6. Reaffirmation of Cross-Guaranties. Each of the Borrowers (collectively, the "Cross-Guarantors") hereby (i) confirms, ratifies and reaffirms its respective Cross-Guaranty and (ii) acknowledges and agrees that no Cross-Guarantor is released from its obligations under its respective Cross-Guaranty by reason of this Amendment and that the obligations of each Cross-Guarantor under its respective Cross-Guaranty extend to the Credit Agreement, the Amendment Documents and the other Loan Documents as amended by, or in connection with, this Amendment.

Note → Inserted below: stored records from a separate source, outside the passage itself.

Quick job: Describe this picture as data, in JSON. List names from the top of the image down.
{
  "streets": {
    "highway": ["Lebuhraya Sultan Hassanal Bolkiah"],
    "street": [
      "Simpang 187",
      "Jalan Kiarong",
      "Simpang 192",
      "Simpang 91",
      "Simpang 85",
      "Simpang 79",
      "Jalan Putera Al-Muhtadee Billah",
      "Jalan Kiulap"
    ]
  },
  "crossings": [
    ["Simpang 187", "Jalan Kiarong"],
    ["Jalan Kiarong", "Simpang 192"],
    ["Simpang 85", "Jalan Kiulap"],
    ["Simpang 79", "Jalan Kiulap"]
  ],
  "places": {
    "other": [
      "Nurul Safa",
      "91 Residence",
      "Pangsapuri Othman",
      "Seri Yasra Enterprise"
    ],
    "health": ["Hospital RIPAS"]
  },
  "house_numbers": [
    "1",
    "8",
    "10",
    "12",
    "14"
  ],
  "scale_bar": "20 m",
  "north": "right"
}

This reaffirmation of each Cross-Guarantor's Cross-Guaranty shall not be construed, by implication or otherwise, as imposing any requirement that Agent notify or seek the consent of any Cross-Guarantor relative to any past or future extension of credit, amendment or modification, extension or other action with respect thereto, in order for any such extension of credit, amendment or modification, extension or other action with respect thereto to be subject to a Cross-Guarantor's Cross-Guaranty, it being expressly acknowledged and reaffirmed that each Cross-Guarantor has under its respective Cross-Guaranty consented, among others things, to modifications, amendments, extensions and other actions with respect thereto without any notice thereof or any further consent thereto.
7. Reaffirmation and Amendment of Guaranty and Reaffirmation of Security. As a condition of this Amendment, on the Effective Date, Borrowers will cause each Guarantor to execute and deliver to Agent the Reaffirmation and Amendment of Guaranty and Reaffirmation of Security provided after the signatures below and incorporated by reference herein.

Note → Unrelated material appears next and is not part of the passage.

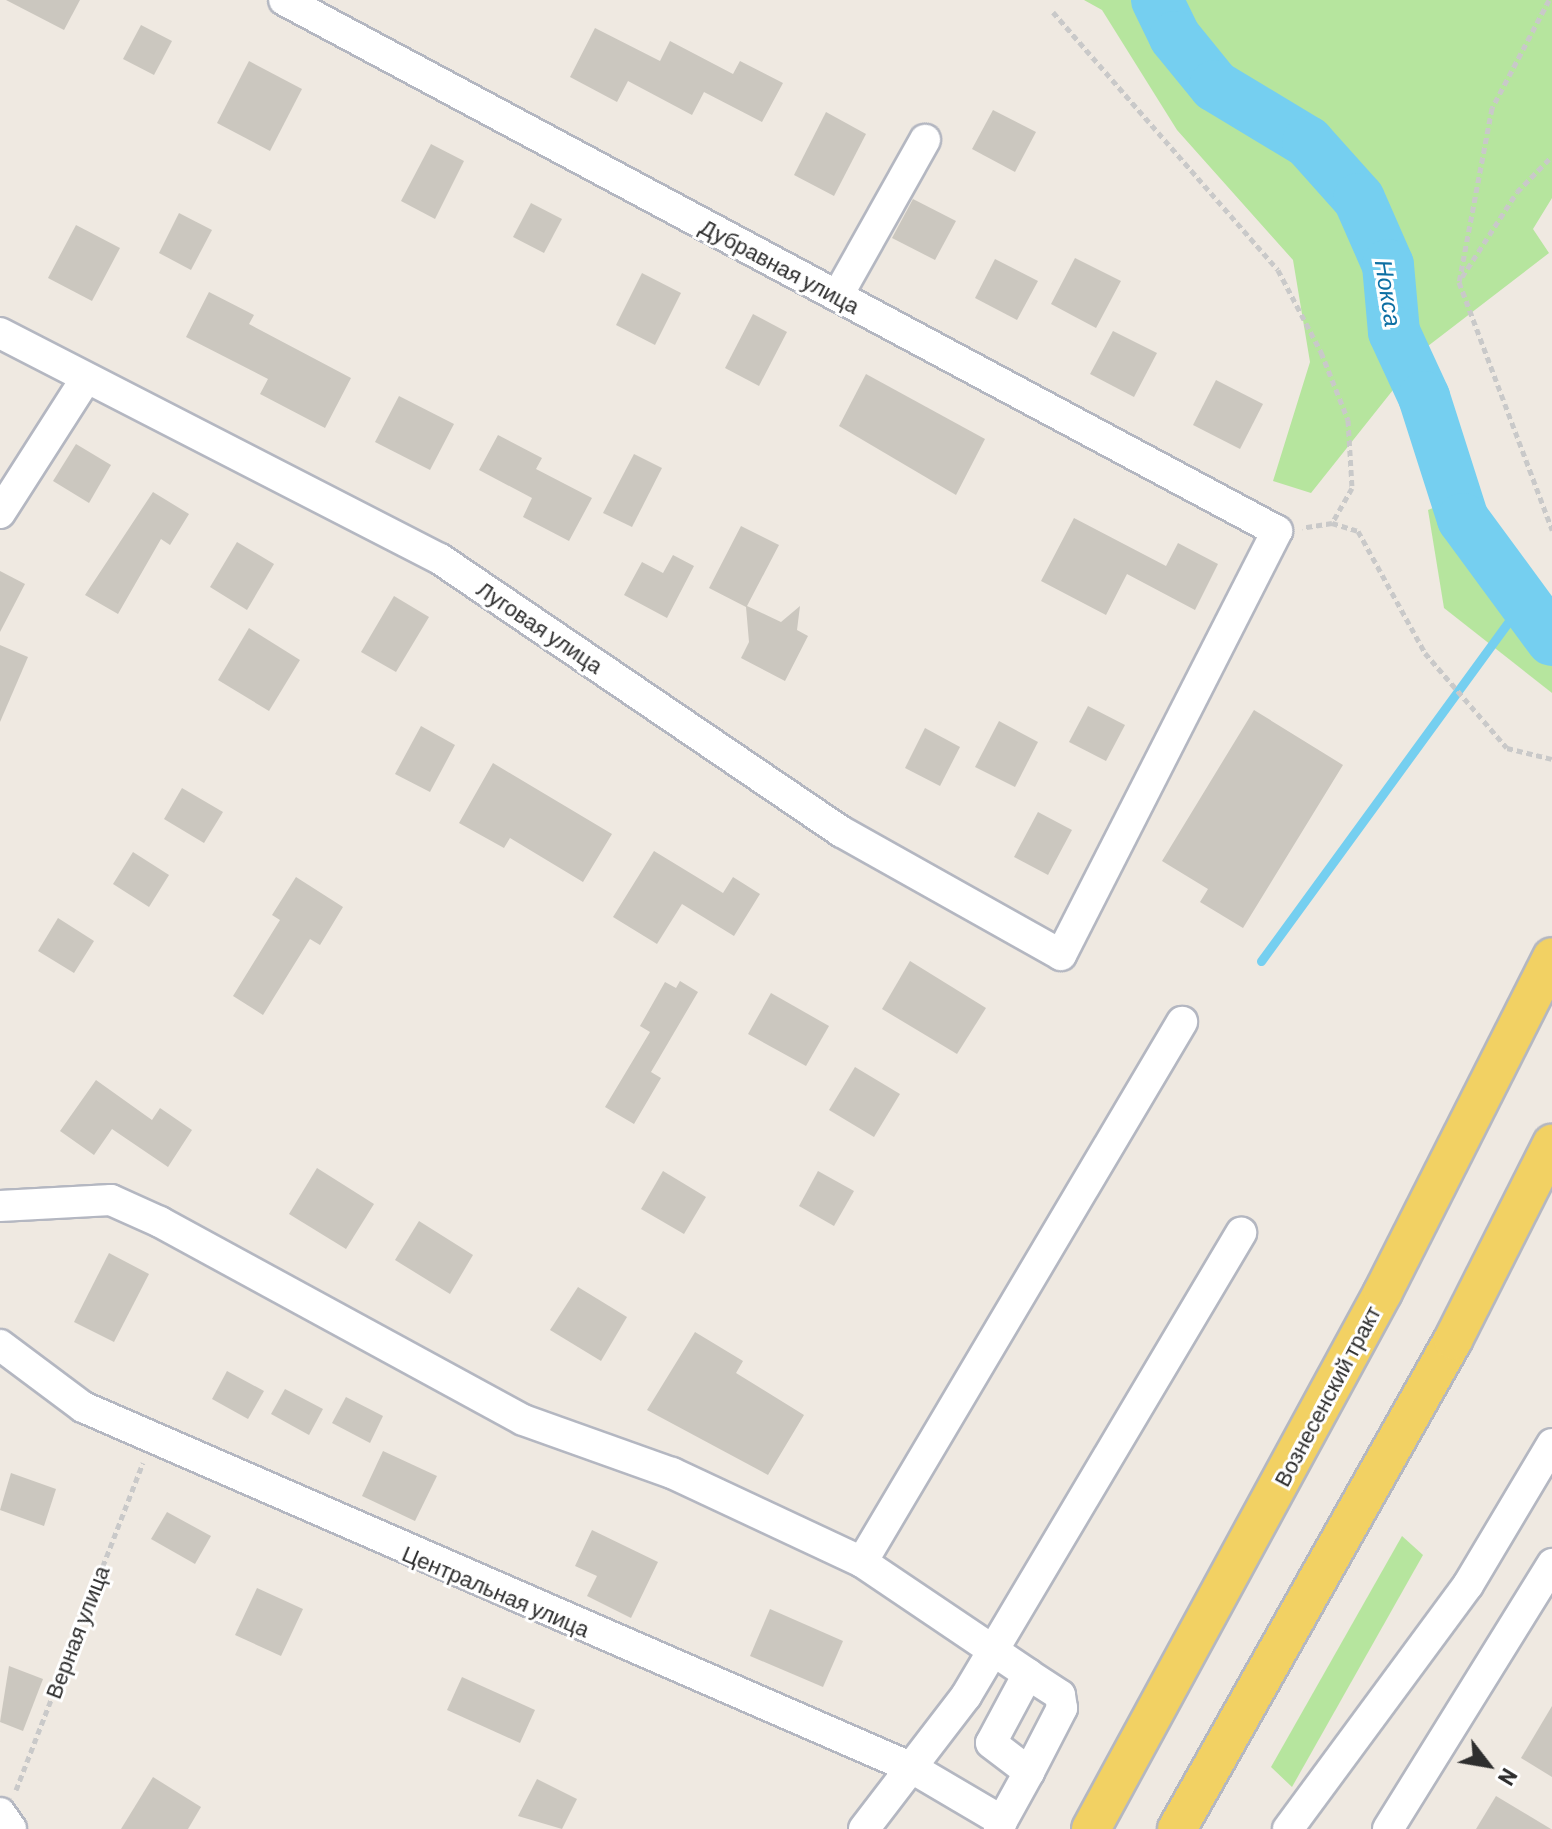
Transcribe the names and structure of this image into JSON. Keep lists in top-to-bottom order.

8. Additional Conditions; Other Documents. As a condition of this Amendment, Borrowers will deliver to Agent, on or before the execution of this Amendment, (i) the Amended and Restated Revolving Loan Note duly executed by Borrowers; (ii) a copy, certified by the Secretary of each Borrower, of resolutions of the Board of Directors of Borrowers, authorizing the execution of this Amendment and all other documents executed in connection herewith, which certificate and resolutions will be in form and substance acceptable to Agent; (iii) a copy, certified by the Secretary of each Guarantor of resolutions of the sole member of each Guarantor authorizing the execution of the Reaffirmation and Amendment of Guaranty and Reaffirmation of Security and all other documents executed in connection therewith, which certificate and resolutions will be in form and substance acceptable to Agent; and (iv) such other documents, instruments, and agreements deemed necessary or desirable by Agent to effect the amendments to Borrowers' credit facilities with Agent, LC Issuer and the Lenders contemplated by this Amendment.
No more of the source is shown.